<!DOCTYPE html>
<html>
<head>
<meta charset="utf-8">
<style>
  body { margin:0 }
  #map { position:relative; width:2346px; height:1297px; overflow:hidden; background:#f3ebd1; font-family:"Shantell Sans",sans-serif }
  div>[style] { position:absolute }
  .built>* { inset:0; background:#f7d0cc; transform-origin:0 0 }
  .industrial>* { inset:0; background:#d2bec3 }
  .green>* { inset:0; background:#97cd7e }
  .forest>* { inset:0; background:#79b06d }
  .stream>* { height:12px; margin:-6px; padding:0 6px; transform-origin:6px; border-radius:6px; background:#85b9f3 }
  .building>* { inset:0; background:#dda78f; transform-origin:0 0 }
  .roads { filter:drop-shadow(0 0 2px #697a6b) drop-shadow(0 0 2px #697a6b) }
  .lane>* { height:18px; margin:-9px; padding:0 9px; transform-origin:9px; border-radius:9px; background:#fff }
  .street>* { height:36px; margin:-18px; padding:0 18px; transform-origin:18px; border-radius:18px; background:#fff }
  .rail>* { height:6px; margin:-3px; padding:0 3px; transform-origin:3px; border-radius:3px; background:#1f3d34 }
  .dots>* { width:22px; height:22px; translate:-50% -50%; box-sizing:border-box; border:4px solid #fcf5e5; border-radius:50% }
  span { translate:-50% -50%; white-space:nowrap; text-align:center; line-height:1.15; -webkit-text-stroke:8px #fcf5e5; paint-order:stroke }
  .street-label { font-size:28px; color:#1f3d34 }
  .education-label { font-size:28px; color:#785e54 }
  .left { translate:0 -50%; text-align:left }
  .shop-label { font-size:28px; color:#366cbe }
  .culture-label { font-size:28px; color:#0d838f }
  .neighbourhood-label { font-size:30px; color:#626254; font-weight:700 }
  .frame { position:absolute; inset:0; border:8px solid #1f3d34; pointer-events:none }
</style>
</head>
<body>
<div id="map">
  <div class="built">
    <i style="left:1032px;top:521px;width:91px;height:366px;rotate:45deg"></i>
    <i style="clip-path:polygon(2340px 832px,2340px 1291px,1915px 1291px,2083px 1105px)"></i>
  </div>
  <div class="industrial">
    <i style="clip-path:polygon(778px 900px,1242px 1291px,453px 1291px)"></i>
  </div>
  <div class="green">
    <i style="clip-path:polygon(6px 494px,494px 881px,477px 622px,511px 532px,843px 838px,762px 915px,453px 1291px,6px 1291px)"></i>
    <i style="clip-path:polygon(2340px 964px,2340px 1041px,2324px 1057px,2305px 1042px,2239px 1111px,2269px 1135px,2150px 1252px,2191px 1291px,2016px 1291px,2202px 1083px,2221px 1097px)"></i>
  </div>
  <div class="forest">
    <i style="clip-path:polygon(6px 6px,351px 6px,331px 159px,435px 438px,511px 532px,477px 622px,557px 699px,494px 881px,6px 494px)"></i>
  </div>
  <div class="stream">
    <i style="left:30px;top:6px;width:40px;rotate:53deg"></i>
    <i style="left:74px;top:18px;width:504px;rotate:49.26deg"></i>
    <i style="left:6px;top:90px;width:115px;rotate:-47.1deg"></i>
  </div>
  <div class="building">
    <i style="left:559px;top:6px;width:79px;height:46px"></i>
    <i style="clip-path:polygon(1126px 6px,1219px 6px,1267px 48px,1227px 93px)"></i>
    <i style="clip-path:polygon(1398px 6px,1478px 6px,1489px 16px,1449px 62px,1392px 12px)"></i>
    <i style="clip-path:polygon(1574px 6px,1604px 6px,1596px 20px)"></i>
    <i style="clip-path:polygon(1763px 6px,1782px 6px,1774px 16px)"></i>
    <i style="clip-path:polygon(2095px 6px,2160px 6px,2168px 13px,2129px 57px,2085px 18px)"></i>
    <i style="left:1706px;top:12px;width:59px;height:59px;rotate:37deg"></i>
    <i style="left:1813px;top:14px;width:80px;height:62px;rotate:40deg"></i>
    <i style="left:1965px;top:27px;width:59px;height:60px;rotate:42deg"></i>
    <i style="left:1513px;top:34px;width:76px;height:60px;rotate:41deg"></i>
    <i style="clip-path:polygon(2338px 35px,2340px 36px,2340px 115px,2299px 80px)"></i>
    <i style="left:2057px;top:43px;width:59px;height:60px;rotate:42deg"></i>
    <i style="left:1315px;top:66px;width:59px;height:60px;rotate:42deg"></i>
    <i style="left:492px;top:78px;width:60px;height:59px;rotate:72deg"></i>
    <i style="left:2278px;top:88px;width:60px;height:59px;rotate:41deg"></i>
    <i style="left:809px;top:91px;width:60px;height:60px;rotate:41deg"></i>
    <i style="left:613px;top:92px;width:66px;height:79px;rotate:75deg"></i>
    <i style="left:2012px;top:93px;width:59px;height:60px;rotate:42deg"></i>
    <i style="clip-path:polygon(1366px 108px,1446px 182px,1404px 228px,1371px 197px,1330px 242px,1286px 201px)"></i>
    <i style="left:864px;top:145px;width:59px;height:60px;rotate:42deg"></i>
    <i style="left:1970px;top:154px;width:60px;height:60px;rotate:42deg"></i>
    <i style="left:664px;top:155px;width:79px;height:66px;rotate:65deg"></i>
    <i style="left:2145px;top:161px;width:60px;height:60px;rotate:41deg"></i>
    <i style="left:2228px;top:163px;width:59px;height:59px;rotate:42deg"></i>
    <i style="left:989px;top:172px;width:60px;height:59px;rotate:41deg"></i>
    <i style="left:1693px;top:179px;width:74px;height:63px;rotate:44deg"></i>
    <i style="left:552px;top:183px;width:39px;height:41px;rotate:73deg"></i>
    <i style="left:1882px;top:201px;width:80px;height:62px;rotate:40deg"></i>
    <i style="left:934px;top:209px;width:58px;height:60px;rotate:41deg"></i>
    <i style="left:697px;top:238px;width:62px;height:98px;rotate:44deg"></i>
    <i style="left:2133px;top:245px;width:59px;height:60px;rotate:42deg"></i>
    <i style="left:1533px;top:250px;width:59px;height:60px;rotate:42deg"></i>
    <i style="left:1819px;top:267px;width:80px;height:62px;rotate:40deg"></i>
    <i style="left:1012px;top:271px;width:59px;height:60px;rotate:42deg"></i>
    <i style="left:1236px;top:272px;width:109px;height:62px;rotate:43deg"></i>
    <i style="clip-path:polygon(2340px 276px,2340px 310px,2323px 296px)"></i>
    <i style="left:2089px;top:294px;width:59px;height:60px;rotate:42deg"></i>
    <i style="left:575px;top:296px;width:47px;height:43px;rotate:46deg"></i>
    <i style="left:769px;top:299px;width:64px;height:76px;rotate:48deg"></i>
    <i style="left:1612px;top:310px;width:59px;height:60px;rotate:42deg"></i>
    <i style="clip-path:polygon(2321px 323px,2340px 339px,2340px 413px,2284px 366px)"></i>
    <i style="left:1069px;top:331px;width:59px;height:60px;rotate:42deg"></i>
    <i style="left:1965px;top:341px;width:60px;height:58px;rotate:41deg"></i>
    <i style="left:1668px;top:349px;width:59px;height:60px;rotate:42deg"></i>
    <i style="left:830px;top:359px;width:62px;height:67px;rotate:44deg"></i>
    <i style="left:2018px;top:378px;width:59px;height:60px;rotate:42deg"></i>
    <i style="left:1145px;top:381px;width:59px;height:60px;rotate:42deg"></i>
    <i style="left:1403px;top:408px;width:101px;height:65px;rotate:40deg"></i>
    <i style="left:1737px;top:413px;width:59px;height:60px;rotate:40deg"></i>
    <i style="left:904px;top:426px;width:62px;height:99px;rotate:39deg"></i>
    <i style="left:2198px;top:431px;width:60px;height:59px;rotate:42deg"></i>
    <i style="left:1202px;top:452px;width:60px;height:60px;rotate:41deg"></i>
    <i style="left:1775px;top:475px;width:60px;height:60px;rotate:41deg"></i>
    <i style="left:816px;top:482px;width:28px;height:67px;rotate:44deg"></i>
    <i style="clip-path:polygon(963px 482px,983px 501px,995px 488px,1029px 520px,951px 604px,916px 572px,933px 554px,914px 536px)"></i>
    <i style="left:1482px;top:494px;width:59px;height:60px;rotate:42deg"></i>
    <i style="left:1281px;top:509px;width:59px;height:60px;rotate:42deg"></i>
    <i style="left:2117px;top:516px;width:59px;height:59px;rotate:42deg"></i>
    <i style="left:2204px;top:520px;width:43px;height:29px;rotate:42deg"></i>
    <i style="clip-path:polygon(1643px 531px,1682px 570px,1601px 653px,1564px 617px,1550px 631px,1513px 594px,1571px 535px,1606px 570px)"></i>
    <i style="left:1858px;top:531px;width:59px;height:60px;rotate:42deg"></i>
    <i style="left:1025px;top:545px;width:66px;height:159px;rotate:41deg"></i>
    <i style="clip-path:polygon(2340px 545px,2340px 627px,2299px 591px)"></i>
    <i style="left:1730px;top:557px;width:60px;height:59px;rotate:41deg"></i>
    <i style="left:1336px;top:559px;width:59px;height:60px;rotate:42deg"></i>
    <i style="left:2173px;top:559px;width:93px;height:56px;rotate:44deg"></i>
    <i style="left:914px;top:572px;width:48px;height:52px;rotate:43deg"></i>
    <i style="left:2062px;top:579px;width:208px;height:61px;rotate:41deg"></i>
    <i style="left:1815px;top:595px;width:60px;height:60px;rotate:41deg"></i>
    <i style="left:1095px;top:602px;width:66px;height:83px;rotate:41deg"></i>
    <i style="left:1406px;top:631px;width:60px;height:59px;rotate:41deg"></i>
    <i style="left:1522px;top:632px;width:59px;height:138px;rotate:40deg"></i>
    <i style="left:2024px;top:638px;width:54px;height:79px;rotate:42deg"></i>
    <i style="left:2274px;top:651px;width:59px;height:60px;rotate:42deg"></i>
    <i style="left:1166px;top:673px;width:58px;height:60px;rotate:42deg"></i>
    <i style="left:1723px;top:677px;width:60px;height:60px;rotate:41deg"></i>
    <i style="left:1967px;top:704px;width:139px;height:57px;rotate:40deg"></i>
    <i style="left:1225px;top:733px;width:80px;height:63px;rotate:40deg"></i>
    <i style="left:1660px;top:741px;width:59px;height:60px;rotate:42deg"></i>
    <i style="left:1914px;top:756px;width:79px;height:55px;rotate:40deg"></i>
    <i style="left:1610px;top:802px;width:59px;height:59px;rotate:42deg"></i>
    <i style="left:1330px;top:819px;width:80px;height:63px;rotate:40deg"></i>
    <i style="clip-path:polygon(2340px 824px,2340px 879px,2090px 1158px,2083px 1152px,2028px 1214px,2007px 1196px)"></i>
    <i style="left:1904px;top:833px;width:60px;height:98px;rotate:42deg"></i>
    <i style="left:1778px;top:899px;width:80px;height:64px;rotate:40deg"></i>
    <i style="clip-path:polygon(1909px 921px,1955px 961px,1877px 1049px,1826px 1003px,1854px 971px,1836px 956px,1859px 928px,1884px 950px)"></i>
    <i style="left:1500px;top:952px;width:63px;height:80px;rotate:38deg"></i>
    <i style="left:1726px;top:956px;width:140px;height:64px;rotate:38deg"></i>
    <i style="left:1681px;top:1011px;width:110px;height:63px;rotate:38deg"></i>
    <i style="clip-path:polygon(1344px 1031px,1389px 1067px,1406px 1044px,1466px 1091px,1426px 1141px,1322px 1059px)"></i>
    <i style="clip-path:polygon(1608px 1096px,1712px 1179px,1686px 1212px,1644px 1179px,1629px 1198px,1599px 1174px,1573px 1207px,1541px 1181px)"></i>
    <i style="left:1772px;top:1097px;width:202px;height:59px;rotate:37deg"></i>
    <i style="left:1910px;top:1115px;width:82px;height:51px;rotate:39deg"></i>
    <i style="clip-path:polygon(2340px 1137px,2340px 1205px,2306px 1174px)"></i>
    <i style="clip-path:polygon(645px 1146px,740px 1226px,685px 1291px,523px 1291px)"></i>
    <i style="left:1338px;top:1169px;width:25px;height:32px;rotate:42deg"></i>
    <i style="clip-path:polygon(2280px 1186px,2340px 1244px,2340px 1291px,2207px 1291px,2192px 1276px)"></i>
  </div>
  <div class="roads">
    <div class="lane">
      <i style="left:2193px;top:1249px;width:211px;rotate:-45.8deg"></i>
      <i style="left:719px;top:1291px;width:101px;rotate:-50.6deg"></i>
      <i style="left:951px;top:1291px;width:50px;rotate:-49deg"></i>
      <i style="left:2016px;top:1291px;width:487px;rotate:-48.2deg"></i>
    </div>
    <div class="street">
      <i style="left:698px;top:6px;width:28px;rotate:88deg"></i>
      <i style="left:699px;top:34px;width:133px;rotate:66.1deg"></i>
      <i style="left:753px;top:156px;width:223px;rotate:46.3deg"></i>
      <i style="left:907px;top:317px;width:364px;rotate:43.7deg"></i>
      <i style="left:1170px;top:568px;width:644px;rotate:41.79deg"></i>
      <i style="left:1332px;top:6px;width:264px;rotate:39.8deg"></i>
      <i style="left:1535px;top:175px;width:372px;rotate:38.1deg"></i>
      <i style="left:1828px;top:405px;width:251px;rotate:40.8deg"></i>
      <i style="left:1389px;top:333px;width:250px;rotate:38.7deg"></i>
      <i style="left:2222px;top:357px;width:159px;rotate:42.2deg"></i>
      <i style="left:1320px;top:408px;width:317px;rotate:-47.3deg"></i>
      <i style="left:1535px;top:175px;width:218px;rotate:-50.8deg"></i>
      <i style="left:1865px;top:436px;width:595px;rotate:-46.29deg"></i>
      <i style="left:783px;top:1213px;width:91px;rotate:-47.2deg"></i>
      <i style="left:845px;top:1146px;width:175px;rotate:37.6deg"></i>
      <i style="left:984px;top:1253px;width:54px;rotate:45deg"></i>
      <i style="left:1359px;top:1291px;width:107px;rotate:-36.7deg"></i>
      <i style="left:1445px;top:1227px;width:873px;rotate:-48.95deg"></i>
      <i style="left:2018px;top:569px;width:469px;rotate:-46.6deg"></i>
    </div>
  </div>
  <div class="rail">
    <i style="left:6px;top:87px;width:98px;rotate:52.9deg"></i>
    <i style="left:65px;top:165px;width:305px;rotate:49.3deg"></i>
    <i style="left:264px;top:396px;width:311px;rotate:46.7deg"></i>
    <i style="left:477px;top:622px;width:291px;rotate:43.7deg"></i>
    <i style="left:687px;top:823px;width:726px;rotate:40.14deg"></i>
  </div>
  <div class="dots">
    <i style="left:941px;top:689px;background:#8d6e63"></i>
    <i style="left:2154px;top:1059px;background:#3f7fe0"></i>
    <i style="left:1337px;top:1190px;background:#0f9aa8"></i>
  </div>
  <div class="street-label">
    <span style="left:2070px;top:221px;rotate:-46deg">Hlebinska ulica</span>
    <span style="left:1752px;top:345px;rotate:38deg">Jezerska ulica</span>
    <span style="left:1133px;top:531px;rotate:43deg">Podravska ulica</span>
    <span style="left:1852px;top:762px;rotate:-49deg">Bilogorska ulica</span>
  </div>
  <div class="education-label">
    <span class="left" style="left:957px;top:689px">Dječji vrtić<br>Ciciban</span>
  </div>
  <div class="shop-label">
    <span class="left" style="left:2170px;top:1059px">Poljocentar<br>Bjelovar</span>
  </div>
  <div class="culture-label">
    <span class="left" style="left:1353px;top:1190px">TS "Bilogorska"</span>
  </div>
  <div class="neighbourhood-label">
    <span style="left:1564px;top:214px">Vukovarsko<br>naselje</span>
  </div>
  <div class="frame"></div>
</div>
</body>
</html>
- - - -
# REQUIRED ACTION
Copy the material above word for word, taking the first line, the line containing "inset:0; background:#f7d0cc; transform-origin:0", and every line between them, and nothing else.

# ANSWER BOX
<!DOCTYPE html>
<html>
<head>
<meta charset="utf-8">
<style>
  body { margin:0 }
  #map { position:relative; width:2346px; height:1297px; overflow:hidden; background:#f3ebd1; font-family:"Shantell Sans",sans-serif }
  div>[style] { position:absolute }
  .built>* { inset:0; background:#f7d0cc; transform-origin:0 0 }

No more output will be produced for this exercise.